TK posa une main sur ses cheveux mouillés.

— C’est fini, mon ange… Tu peux dormir maintenant.

Collé contre Carlos, Jonah finit par s’assoupir, son souffle devenu paisible.

— On arrive dans deux minutes, lança Nancy depuis le poste de conduite.

TK laissa enfin retomber ses épaules. Il embrassa tendrement les cheveux humides de Jonah.

— T’as pas idée comme on t’aime… Tu vas t’en sortir, mon trésor. Tu vas t’en sortir.

Les portes de l’ambulance s’ouvrirent dans un fracas métallique.

Une équipe pédiatrique les attendait déjà. Aussitôt, le brancard fut extrait, les voix s’élevèrent, rapides, précises.
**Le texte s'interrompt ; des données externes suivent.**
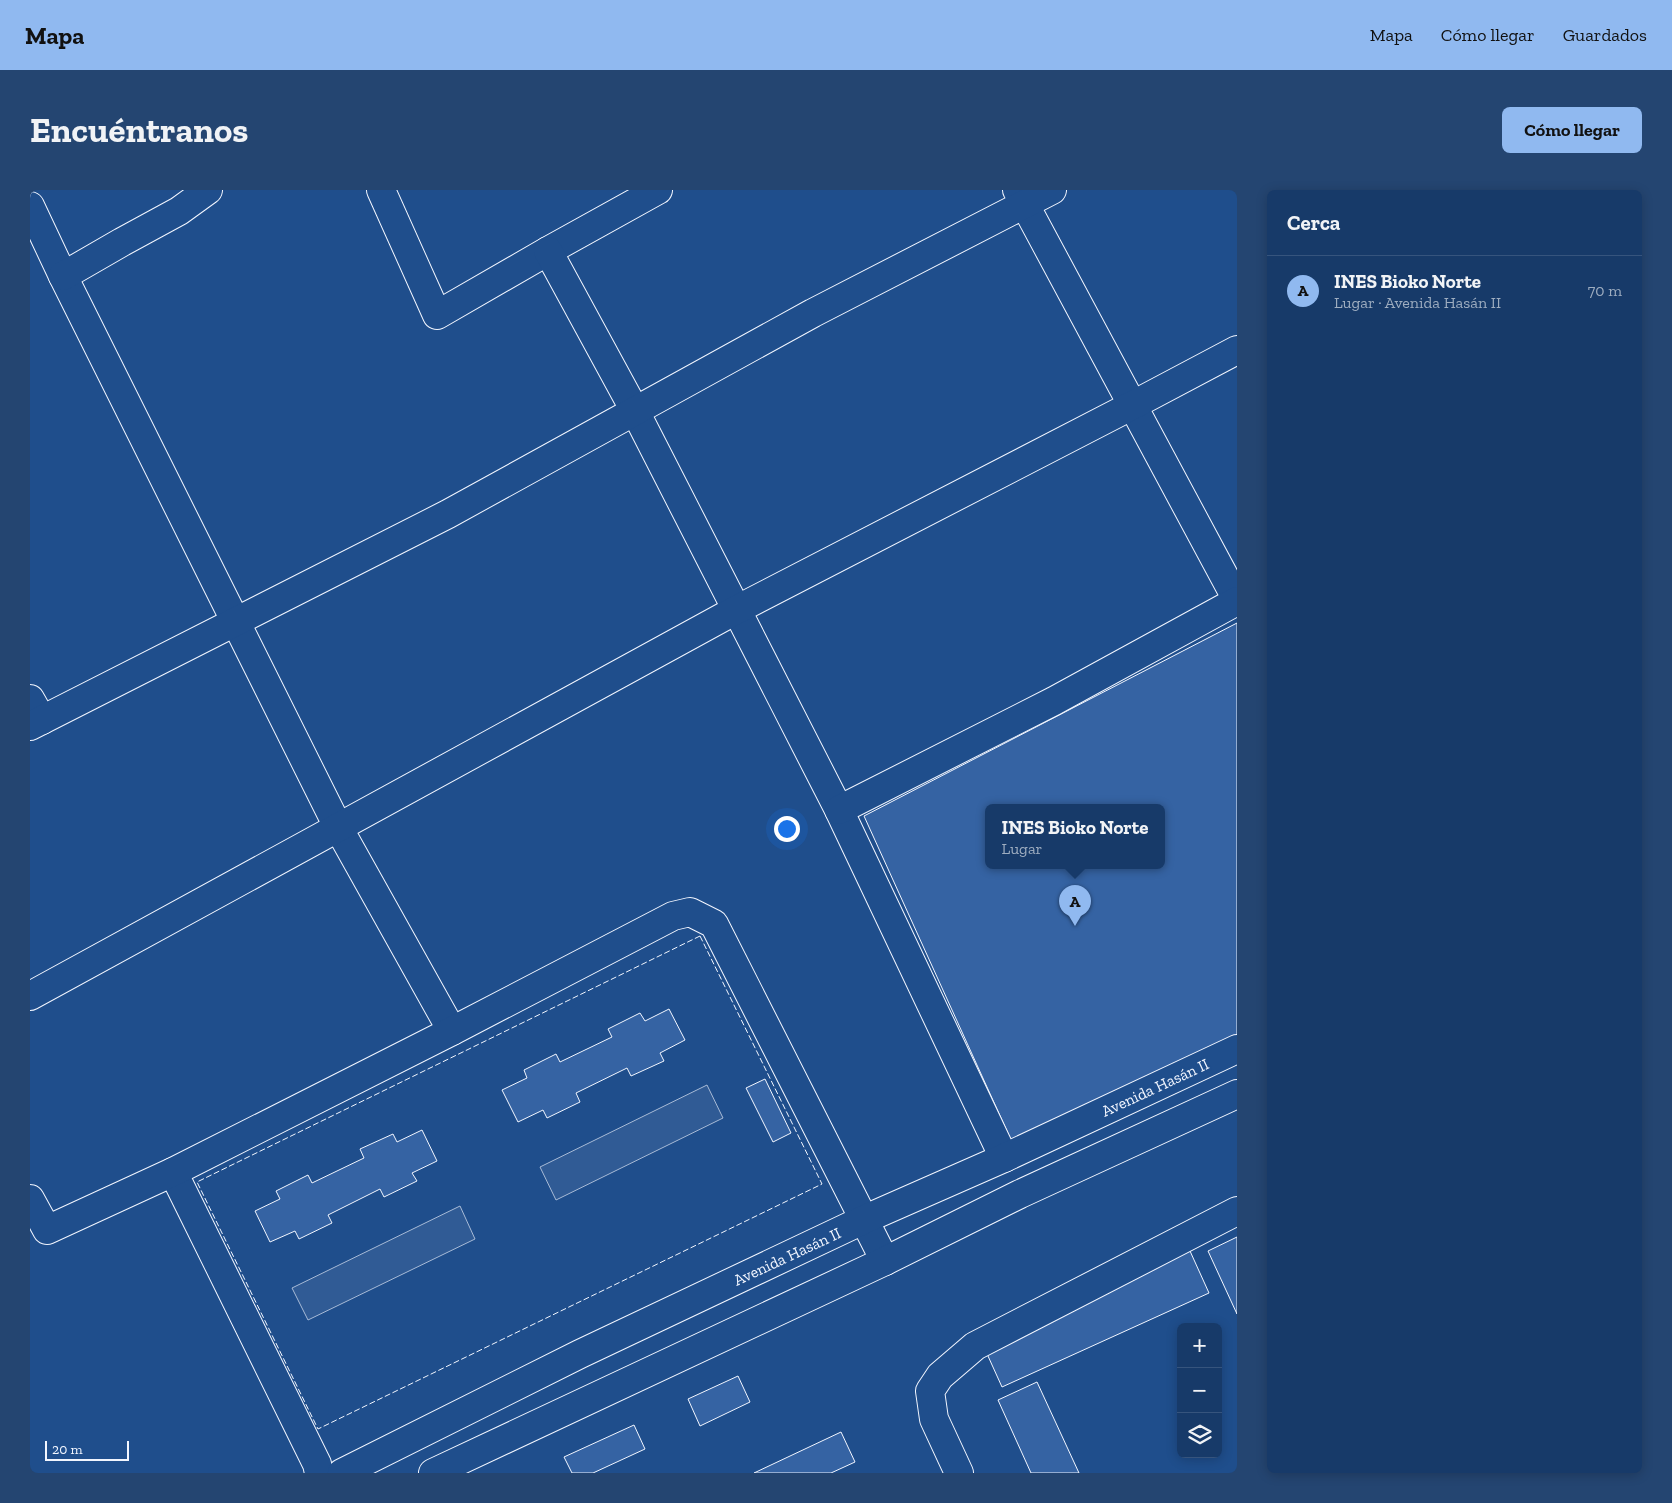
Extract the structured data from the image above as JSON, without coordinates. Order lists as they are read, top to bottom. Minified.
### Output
{"streets":{"street":["Avenida Hasán II"]},"scale_bar":"20 m","page":{"header":"Mapa","nav":["Mapa","Cómo llegar","Guardados"],"buttons":"Cómo llegar","title":"Encuéntranos","heading":"Cerca","list":[{"mark":"A","name":"INES Bioko Norte","note":"Lugar · Avenida Hasán II","value":"70 m"}],"popup":["INES Bioko Norte","Lugar"],"pins":"A","map_buttons":["+","−"],"scale":"20 m"}}
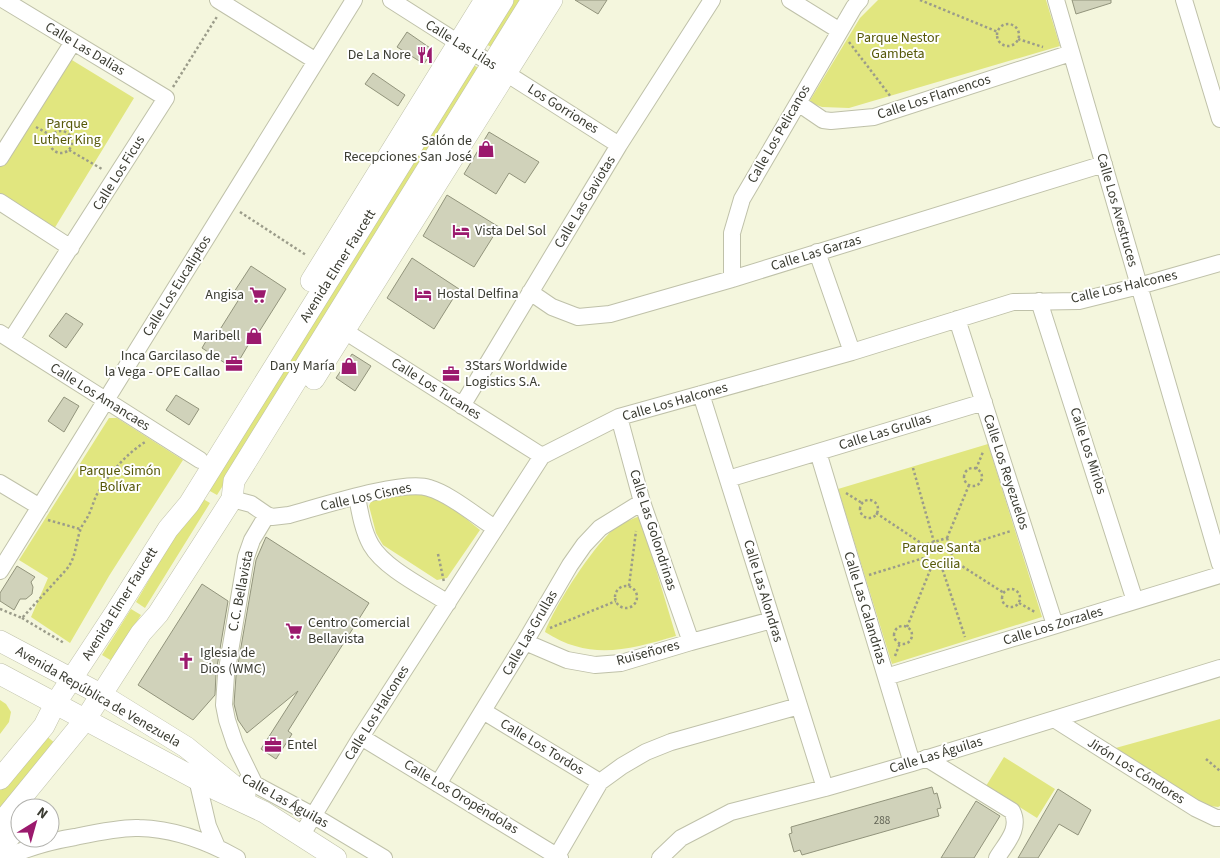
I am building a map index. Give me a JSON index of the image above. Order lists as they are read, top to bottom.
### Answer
{
  "streets": {
    "main road": ["Avenida Elmer Faucett", "Avenida República de Venezuela"],
    "street": [
      "Calle Las Lilas",
      "Calle Las Dalias",
      "Calle Los Flamencos",
      "Los Gorriones",
      "Calle Los Pelicanos",
      "Calle Los Ficus",
      "Calle Las Gaviotas",
      "Calle Los Avestruces",
      "Calle Las Garzas",
      "Calle Los Eucaliptos",
      "Calle Los Halcones",
      "Calle Los Tucanes",
      "Calle Los Amancaes",
      "Calle Las Grullas",
      "Calle Los Mirlos",
      "Calle Los Reyezuelos",
      "Calle Los Cisnes",
      "Calle Las Golondrinas",
      "C.C. Bellavista",
      "Calle Las Alondras",
      "Calle Las Calandrias",
      "Calle Los Zorzales",
      "Ruiseñores",
      "Calle Los Tordos",
      "Calle Las Águilas",
      "Jirón Los Cóndores",
      "Calle Los Oropéndolas"
    ]
  },
  "crossings": [
    ["Calle Las Lilas", "Los Gorriones"],
    ["Calle Las Lilas", "Avenida Elmer Faucett"],
    ["Calle Las Dalias", "Calle Los Ficus"],
    ["Calle Los Flamencos", "Calle Los Pelicanos"],
    ["Calle Los Flamencos", "Calle Los Avestruces"],
    ["Los Gorriones", "Calle Las Gaviotas"],
    ["Los Gorriones", "Avenida Elmer Faucett"],
    ["Calle Los Pelicanos", "Calle Las Garzas"],
    ["Calle Los Ficus", "Calle Los Amancaes"],
    ["Calle Las Gaviotas", "Calle Las Garzas"],
    ["Calle Las Gaviotas", "Calle Los Tucanes"],
    ["Calle Los Avestruces", "Calle Las Garzas"],
    ["Calle Los Avestruces", "Calle Los Halcones"],
    ["Avenida Elmer Faucett", "Calle Los Tucanes"],
    ["Avenida Elmer Faucett", "Calle Los Amancaes"],
    ["Avenida Elmer Faucett", "Avenida República de Venezuela"],
    ["Calle Los Eucaliptos", "Calle Los Amancaes"],
    ["Calle Los Halcones", "Calle Los Tucanes"],
    ["Calle Los Halcones", "Calle Los Mirlos"],
    ["Calle Los Halcones", "Calle Los Reyezuelos"],
    ["Calle Los Halcones", "Calle Los Cisnes"],
    ["Calle Los Halcones", "Calle Las Golondrinas"],
    ["Calle Los Halcones", "Calle Las Alondras"],
    ["Calle Los Halcones", "Avenida República de Venezuela"],
    ["Calle Los Halcones", "Calle Las Águilas"],
    ["Calle Los Halcones", "Calle Los Oropéndolas"],
    ["Calle Las Grullas", "Calle Los Reyezuelos"],
    ["Calle Las Grullas", "Calle Las Golondrinas"],
    ["Calle Las Grullas", "Calle Las Alondras"],
    ["Calle Las Grullas", "Calle Las Calandrias"],
    ["Calle Las Grullas", "Ruiseñores"],
    ["Calle Las Grullas", "Calle Los Tordos"],
    ["Calle Las Grullas", "Calle Los Oropéndolas"],
    ["Calle Los Mirlos", "Calle Los Zorzales"],
    ["Calle Los Reyezuelos", "Calle Los Zorzales"],
    ["Calle Los Cisnes", "C.C. Bellavista"],
    ["Calle Las Golondrinas", "Ruiseñores"],
    ["C.C. Bellavista", "Calle Las Águilas"],
    ["Calle Las Alondras", "Ruiseñores"],
    ["Calle Las Alondras", "Calle Las Águilas"],
    ["Calle Las Calandrias", "Calle Los Zorzales"],
    ["Calle Las Calandrias", "Calle Las Águilas"],
    ["Avenida República de Venezuela", "Calle Las Águilas"],
    ["Calle Las Águilas", "Jirón Los Cóndores"]
  ],
  "parks": [
    "Parque Nestor Gambeta",
    "Parque Luther King",
    "Parque Simón Bolívar",
    "Parque Santa Cecilia"
  ],
  "places": {
    "restaurant": ["De La Nore"],
    "shop": ["Salón de Recepciones San José", "Maribell", "Dany María"],
    "hotel": ["Vista Del Sol", "Hostal Delfina"],
    "supermarket": ["Angisa", "Centro Comercial Bellavista"],
    "office": ["Inca Garcilaso de la Vega - OPE Callao", "3Stars Worldwide Logistics S.A.", "Entel"],
    "church": ["Iglesia de Dios (WMC)"]
  },
  "house_numbers": ["288"],
  "north": "top right"
}
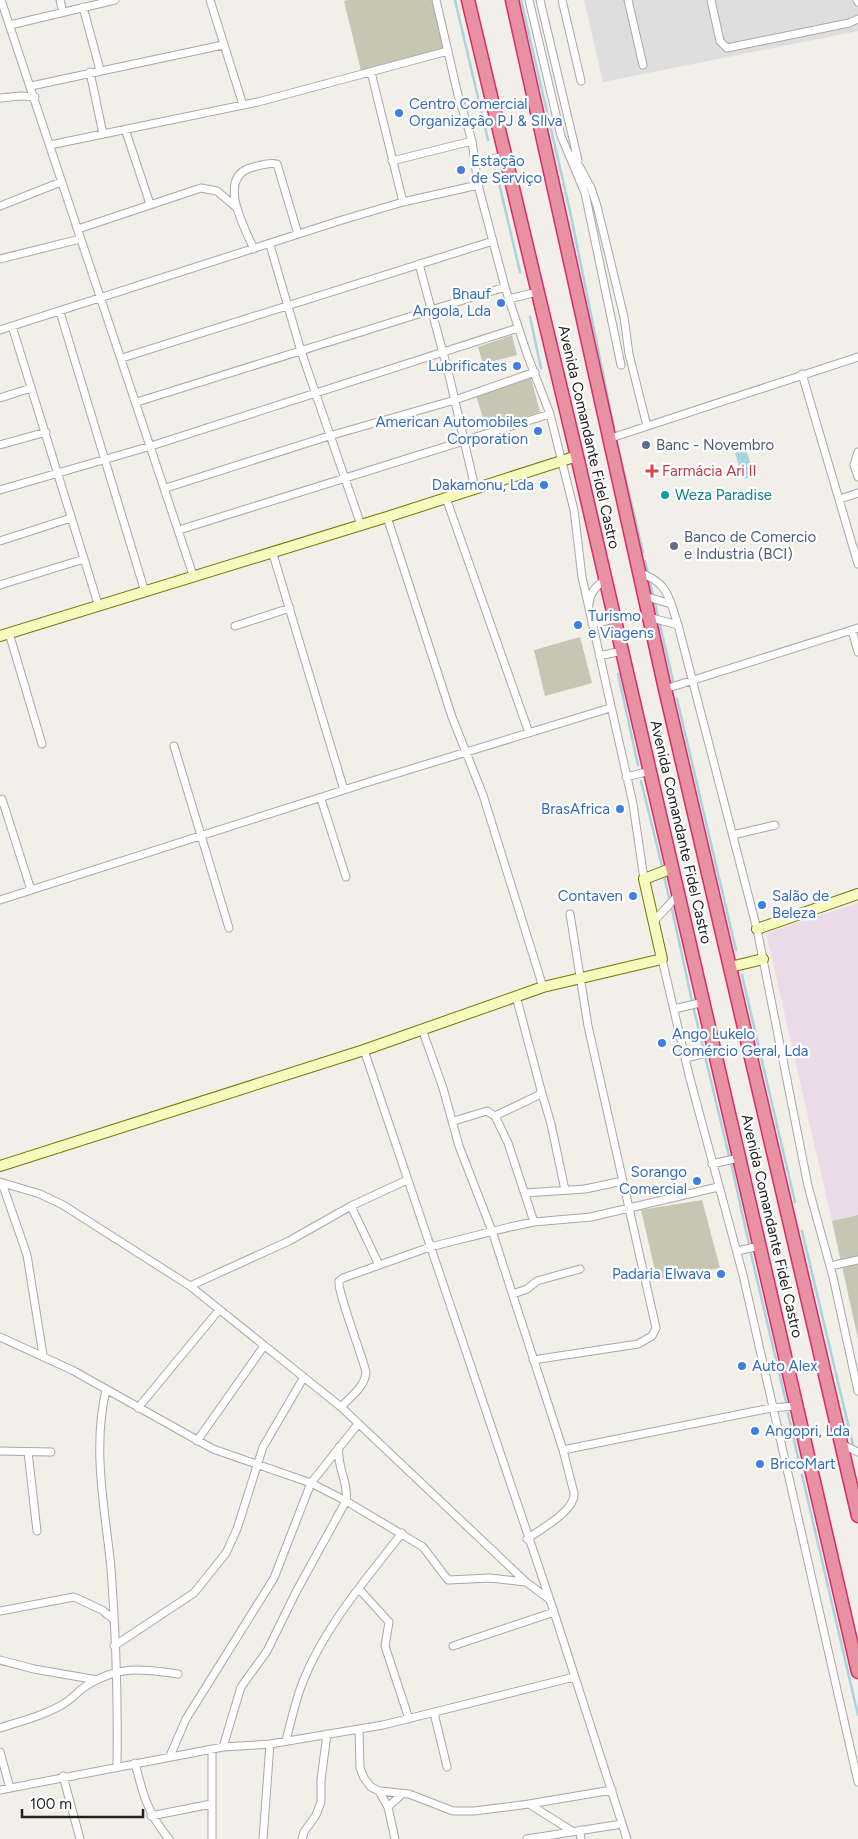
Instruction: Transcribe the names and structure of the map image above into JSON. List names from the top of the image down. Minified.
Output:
{"streets":{"highway":["Avenida Comandante Fidel Castro"]},"places":{"other":["Centro Comercial Organização PJ & SIlva","Estação de Serviço","Bnauf Angola, Lda","Lubrificates","American Automobiles Corporation","Banc - Novembro","Dakamonu, Lda","Weza Paradise","Banco de Comercio e Industria (BCI)","Turismo e Viagens","BrasAfrica","Contaven","Salão de Beleza","Ango Lukelo Comércio Geral, Lda","Sorango Comercial","Padaria Elwava","Auto Alex","Angopri, Lda","BricoMart"],"health":["Farmácia Ari II"]},"scale_bar":"100 m"}
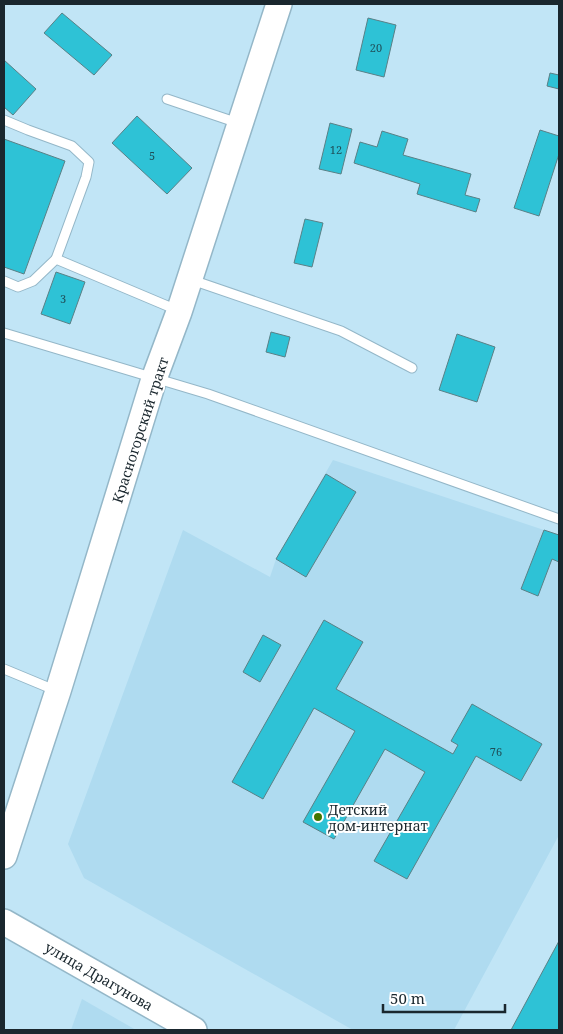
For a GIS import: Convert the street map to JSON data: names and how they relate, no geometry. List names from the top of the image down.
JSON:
{
  "streets": {
    "main road": ["Красногорский тракт", "улица Драгунова"]
  },
  "places": ["Детский дом-интернат"],
  "house_numbers": [
    "20",
    "12",
    "5",
    "3",
    "76"
  ],
  "scale_bar": "50 m"
}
Jonah se réveilla en sursaut, désorienté, apeuré par les lumières, les visages inconnus.

— PAPA ! PAPAAAA !

On obligea Carlos à descendre du brancard.

— Ça va aller mon poussin ! tenta TK, prêt à bondir. Mais une infirmière le retint.

— Monsieur, on doit l’amener maintenant. Vous ne pouvez pas…

— Je suis son père ! Laissez-moi venir !

Mais déjà, Jonah disparaissait derrière les portes battantes, sa voix déchirante s’éloignant :

— J’veux papa… j’veux mes papas…

Carlos resta figé. TK, lui, chancela. Il s’effondra sur un banc du couloir, la tête dans les mains, le souffle coupé.